After the demonstration on Saturday 21 June, Fred Leplat, a member of Socialist Resistance and a signatory of the People’s Assembly, offers his assessment of the day and for the prospects for the months ahead.
Tens of thousands joined the demonstration on Saturday 21 June against austerity called by the People’s Assembly. On the longest and hottest day of the year, trade-union and campaign activists assembled to demand an alternative to austerity based on taxing wealth to invest public services, and a living wage and decent pensions for all. The biggest contingent was that of the NUT which is preparing for industrial action on the 10 July. UNITE and the PCS had also mobilised their activists in large numbers, while the FBU had brought along its decommissioned fire-engine, flanked by its members currently on strike over proposed changes to their pensions. There was also a wide array of local and national campaign groups, such as Keep Our NHS Public and Disabled People Against Cuts. A new mood of optimism and solidarity was present throughout the day, and not just because of the brilliant weather and festival in Parliament Square!
The size of the demonstration establishes the People’s Assembly as the national coalition against austerity. It also prepares the ground for mobilising popular support for the day of co-ordinated strike on 10 July by public sector unions. The NUT and the FBU are likely to be joined by UNISON, UNITE and the PCS in their fight over pay and pensions. These unions will be announcing the result of their ballots in the coming days. Even the Royal College of Midwives is talking about industrial action as the Health Minister, Jeremy Hunt, refused to accept the 1% pay rise recommended by their pay review body.
The People’s Assembly demonstration kicks off a summer of protest which will continue after the 10 July public sector strikes with the People’s March for the NHS which leaves Jarrow for London on the 16 August, the anti-NATO protest in Newport on the 30 August and the TUC march and rally on the 18 October calling for a pay rise in Britain. The possibility of further days strikes looms in the autumn if there is no settlement for the disputes involving the public sector unions.
The campaign has begun for an alternative to austerity to be heard in the run-up to the general election. However, in order for the government to retreat from its attacks, the size of the demonstrations and the scale of the industrial action will have to be considerably greater than they are now. There is a way to go yet before we are in a period of “mass strike”. The TUC demonstration in March 2011 was 500,000 strong, the largest since the anti-war march of 2003. Last year, 60,000 marched in Manchester outside the Tory party conference. All the forces of the trade-unions and campaigns should now be mobilised to make the TUC demonstration on 18 October at least as big as the one three years ago.

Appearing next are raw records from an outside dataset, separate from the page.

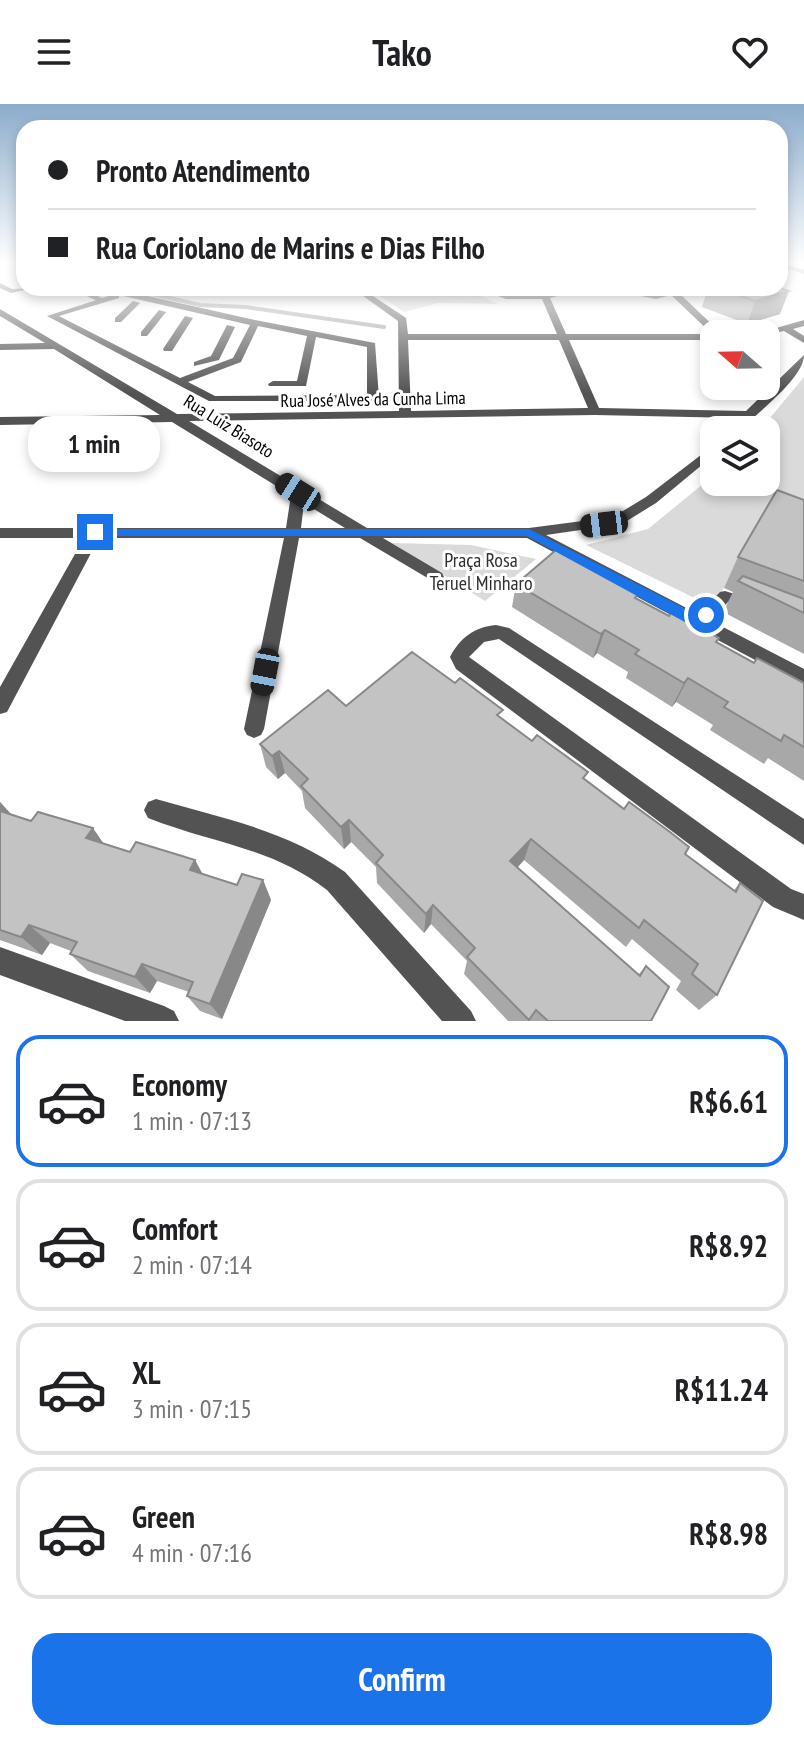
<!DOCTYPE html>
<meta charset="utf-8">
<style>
body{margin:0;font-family:"PT Sans Narrow",sans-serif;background:#f2f2f2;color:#202124;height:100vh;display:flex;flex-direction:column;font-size:30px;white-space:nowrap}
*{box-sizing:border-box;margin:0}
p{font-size:26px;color:#757577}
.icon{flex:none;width:44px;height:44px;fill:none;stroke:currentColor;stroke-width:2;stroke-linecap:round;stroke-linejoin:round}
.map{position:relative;height:917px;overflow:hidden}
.sheet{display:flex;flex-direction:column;background:#fff;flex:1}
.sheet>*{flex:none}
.banner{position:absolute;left:16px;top:16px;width:772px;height:176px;border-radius:24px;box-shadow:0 4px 12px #0003;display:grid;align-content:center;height:176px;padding:0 32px;background:#fff}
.needle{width:52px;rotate:290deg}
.fabs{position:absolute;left:700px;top:216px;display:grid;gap:16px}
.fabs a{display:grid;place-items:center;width:80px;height:80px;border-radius:16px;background:#fff;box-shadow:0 4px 12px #0003;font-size:40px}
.end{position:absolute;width:36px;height:36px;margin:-18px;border:10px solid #1a73e8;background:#fff;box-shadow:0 0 0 4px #fff}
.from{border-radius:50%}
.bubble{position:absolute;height:56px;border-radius:24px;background:#fff;box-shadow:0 4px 12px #0003;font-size:26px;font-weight:800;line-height:56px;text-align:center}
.car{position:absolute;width:24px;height:48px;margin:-24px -12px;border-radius:10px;box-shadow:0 0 6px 2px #0007;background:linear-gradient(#222 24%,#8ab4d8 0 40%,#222 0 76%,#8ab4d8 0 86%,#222 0)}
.banner b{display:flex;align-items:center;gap:28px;height:76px;font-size:30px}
.banner b+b{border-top:2px solid #e0e0e0}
.banner i{width:20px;height:20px;background:#202124}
ul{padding:14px 0 0;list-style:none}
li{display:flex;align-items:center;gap:24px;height:132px;margin:0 16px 12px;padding:0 16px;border:4px solid #e0e0e0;border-radius:24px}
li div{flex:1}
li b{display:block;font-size:30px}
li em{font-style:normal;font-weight:800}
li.on{border-color:#1a73e8}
li>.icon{width:72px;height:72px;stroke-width:1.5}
.primary-button{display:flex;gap:16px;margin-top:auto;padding:16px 32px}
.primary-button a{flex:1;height:92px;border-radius:24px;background:#1a73e8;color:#fff;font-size:32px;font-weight:800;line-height:92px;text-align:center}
header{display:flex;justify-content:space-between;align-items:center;height:104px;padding:0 32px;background:#fff;font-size:36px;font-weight:800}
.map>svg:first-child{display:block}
.green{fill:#dadada}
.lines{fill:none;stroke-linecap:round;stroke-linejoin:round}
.stream{stroke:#a1a1a1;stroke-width:4}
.lane{fill:#535353;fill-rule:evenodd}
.street{fill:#535353;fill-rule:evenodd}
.wall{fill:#a8a8a8}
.shaded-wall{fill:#888}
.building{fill:#c3c3c3;stroke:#888;stroke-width:2}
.route{fill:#1a73e8}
.labels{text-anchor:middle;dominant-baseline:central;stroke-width:6;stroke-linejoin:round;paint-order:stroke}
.far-street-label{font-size:18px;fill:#000;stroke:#fff}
.park-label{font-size:20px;fill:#313131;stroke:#fff}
</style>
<header><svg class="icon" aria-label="menu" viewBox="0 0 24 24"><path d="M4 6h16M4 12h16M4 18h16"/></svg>Tako<svg class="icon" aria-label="heart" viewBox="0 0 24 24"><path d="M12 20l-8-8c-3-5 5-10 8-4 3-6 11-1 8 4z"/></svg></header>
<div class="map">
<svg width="804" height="917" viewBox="0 0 804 917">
<rect width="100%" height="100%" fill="#fff"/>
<!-- green -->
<path class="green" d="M422,184h42l34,16 -60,-1 -34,9 -24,-16z
M804,273v159l-42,-15 -49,86 -127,-62 62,-16 66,-54v7h52v-52h-6z
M392,439l79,2 65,14 -51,42z"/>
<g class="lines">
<!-- stream -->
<path class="stream" d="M127,184l73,17 46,2 138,20"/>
<!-- lane -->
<path class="lane" d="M0,179l12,6 21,-1 -22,5 -11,-5z
M71,184h10l27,13 -7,2z
M725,487l26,8 3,4 -3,4 -5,1 -18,-6 -24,25h-10l-3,-4 3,-4 26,-27z"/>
<!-- street -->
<path class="street" d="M780,160l24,5v5l-24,-8z
M112,184l143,32 120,23 4,55 -6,3h-164l-162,-85 68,-22 -14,-5zM119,191l131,30 -17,33 -53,20 -121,-62 60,-18zM258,222l49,10 -10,45h-24l-5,3 1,2h37l10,-49 51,10v48l-152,1 -27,-14 53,-20z
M239,184h9l1,1 -4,2z
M352,184h9l45,30 2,16h149l-15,-35h-36l-29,-11 42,7 67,-7 -36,10 16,36h146l-41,-39 -15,4 -57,-11 57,5 24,-5h15l-16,5 41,39 2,2h-8v6h-145l30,68 147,3 58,-56c0,23 -47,58 -64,75h-13l11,-12 -143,-3 -406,6 178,107h162l84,-11 33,-20 68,-52v10l-58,48 -34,21 -76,11 258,134v17l-277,-148h-144l59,35 2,4 -8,6 -76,-45h-61l-35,191 -3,6 -7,3 -7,-3 -3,-6 40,-191h-185l-92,174 -7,2v-27l84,-149h-84v-10h286l5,-33 -119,-73 -172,3v-8l160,-2 -106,-66 -54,1v-6l45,-1 -45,-27v-7l177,105 222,-3 -1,-90zM408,236h151l29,68 -177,3zM304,399l41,25h-44z
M133,197l7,2 -19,19h-6v-4z
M159,206l7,2 -19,24h-6v-4z
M185,212l8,2 -21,33h-8l-1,-2z
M804,216v6l-11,3 11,7v7l-20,-12 -18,4 -11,-1z
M227,221l8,2 -16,33 -25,6v-4l17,-6z
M496,521l13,3 295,191v26l-305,-206 -15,3 -15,15 322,232 13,5v26l-31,-13 -317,-238 -6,-12c10,-19 24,-30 46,-32z
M156,695c66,19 133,32 189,73l126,139 5,10h-34l-115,-131c-56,-43 -116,-47 -179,-72l-4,-8 4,-8z
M0,843l164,59 10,5 5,10h-54l-125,-46z"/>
</g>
<!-- wall -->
<path class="wall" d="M708,184h72v26l-33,10 -45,-17z
M804,396v154l-81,-42 10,-20 -9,-4 14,-31z
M516,480l121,15 32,17 50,22 -2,4 37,21 50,20v98l-36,-23 -4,6 -54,-34 3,-5 -37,-23 -4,5 -46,-29 2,-6 -31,-19 -4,5 -81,-51z
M346,602l155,12 233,172 6,-7 -23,112 -18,15 -23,-20 5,-9 -49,-42 -6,8 -102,-87 -7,7 121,108 8,-9 5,55h-143l-44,-47 3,-13 -36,-37 -7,9 -47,-50 -1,-16 -25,-25 -7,7 -39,-41 -3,-17 -17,-18 -7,6 -12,-12 -6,-23z
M0,698l12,13 118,37 65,8 7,14 35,11 26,-5 8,20 -49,119 -22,-8 -13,-15 2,-4 -32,-11 -7,12 -62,-22 -18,-17 1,-3 -21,-8 -8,12 -42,-15z"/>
<!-- shaded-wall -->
<path class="shaded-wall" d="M789,187l-9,23 -33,10 8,-23z
M605,526l-8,23 -4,5 8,-24z
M688,574l-12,24 -4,5 12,-24z
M279,647l6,22 -7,6 -6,-23z
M0,698l17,19 -17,-3z
M349,716l2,22 -7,7 -3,-22z
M93,724l15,22 -22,-12z
M531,735l-7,21 -19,22 5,-21z
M195,756l11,20 -16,-10z
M263,776l8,20 -49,119 -12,-15z
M433,801l-2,19 -7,9 2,-19z
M29,821l21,18 -8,12 -21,-18z
M142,860l15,17 -7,12 -15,-16z"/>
<!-- building -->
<path class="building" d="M718,184h62l9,3 -34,10z
M777,386l27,10v81l-66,-24z
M556,446l82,44 -3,4 34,18 3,-4 47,26 -3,4 38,21 3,-5 47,25v64l-20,-12 -3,6 -57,-34 4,-5 -40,-24 -4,5 -49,-29 4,-4 -34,-20 -4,4 -85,-50z
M743,472l61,23v14l-66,-32z
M412,548l43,31 5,-5 43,32 -6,5 35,26 5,-6 51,37 -5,6 41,31 5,-7 41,30 19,15 -4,7 51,38 4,-9 23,18 -46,94 -25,-21 6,-10 -54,-44 -5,8 -108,-89 -21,22 130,115 6,-10 23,21 -18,34h-103l-12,-11 -7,10 -62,-63 8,-9 -42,-43 -7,9 -50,-51 7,-8 -34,-35 -8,7 -40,-41 7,-7 -29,-28 -7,5 -12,-12 68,-54 18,16z
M0,707l31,10 7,-9 55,16 -7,10 44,14 6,-10 46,14 13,4 -5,10 47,15 5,-11 21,6 -53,124 -23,-8 6,-14 -51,-18 -7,13 -65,-23 7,-12 -48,-17 -8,12 -21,-7z"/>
<!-- sky -->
<linearGradient id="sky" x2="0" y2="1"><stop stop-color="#8baccc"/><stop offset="0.55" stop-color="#fff"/><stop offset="1" stop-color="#fff" stop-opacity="0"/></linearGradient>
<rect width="804" height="289" fill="url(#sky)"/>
<!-- route -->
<path class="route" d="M90,425h439l169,86 8,-5 8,5 -10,12h-10l-167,-91h-432l-5,-1z"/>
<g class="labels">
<!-- far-street labels -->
<g class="far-street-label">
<text transform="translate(373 295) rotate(-1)">Rua José Alves da Cunha Lima</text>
<text transform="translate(229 322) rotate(32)">Rua Luiz Biasoto</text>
</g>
<!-- park labels -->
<g class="park-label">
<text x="481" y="456">Praça Rosa<tspan x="481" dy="23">Teruel Minharo</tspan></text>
</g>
</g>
</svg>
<div class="fabs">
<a><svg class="needle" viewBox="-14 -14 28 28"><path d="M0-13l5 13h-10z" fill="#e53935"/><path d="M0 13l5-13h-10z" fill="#757577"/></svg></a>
<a><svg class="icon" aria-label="layers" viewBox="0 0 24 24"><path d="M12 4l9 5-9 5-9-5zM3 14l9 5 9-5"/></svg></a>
</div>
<i class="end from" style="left:706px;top:511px"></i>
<i class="end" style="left:95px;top:428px"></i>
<div class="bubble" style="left:28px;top:312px;width:132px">1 min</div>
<i class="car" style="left:298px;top:388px;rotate:302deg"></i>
<i class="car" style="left:604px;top:420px;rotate:263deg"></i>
<i class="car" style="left:265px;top:568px;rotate:191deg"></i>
<div class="banner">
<b><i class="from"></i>Pronto Atendimento</b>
<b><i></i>Rua Coriolano de Marins e Dias Filho</b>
</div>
</div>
<section class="sheet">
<ul>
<li class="on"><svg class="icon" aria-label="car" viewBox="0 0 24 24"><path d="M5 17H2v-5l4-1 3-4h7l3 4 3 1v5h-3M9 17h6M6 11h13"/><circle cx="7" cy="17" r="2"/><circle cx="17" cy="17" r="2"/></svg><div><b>Economy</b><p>1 min · 07:13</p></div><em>R$6.61</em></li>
<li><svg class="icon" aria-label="car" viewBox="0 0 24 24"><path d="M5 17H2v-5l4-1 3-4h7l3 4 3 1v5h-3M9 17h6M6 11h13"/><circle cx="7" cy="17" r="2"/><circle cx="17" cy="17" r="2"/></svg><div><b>Comfort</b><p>2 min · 07:14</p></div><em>R$8.92</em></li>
<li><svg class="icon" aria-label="car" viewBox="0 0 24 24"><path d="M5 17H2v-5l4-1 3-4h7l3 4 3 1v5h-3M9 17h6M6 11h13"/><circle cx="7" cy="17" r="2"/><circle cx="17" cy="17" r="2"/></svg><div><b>XL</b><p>3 min · 07:15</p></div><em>R$11.24</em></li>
<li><svg class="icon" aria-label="car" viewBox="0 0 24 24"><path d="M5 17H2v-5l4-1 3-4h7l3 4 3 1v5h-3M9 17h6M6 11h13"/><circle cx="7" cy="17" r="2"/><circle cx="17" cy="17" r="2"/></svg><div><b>Green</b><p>4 min · 07:16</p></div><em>R$8.98</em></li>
</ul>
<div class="primary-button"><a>Confirm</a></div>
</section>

Large demonstrations and industrial action are absolutely necessary to make the government and employers back-off. But we also need a political alternative. The disquiet in the Labour Party about Miliband’s personal appeal is totally misplaced. The disquiet should be about the policies of the party, and not the personality of its leader. Minor gestures about the minimum wage, modest controls on private rents or not renewing the contracts of the private rail companies, however welcome, are not sufficient. The Labour Party has totally embraced austerity and neo-liberalism. If elected, a Labour government under Miliband would be no different to that of the Hollande Socialist Party government, or that of the Samaras coalition government in Greece in which PASOK participates.
The democratic channels of the Labour Party, which might have given the hope that the course of the party could be changed, have been totally destroyed. To argue that it is possible to reclaim the Labour Party from the austerity-lite New Labour lacks credibility and leads the movement down a dead-end. We need to lay down today the basis for a socialist political alternative, which is as loyal to the working class as New Labour is to the bankers and big business. That means taking the steps today to create a new mass broad political organisation, which takes its inspiration from Syriza in Greece or Podemos in Spain. Leaving the political field on the left open, hoping that Labour can be reclaimed or that something will turn up in better times, is not an option. It is leaving people to be driven through fear into the arms of UKIP.
Instead, Left Unity has the ambition to become the anti-austerity party that gives hope.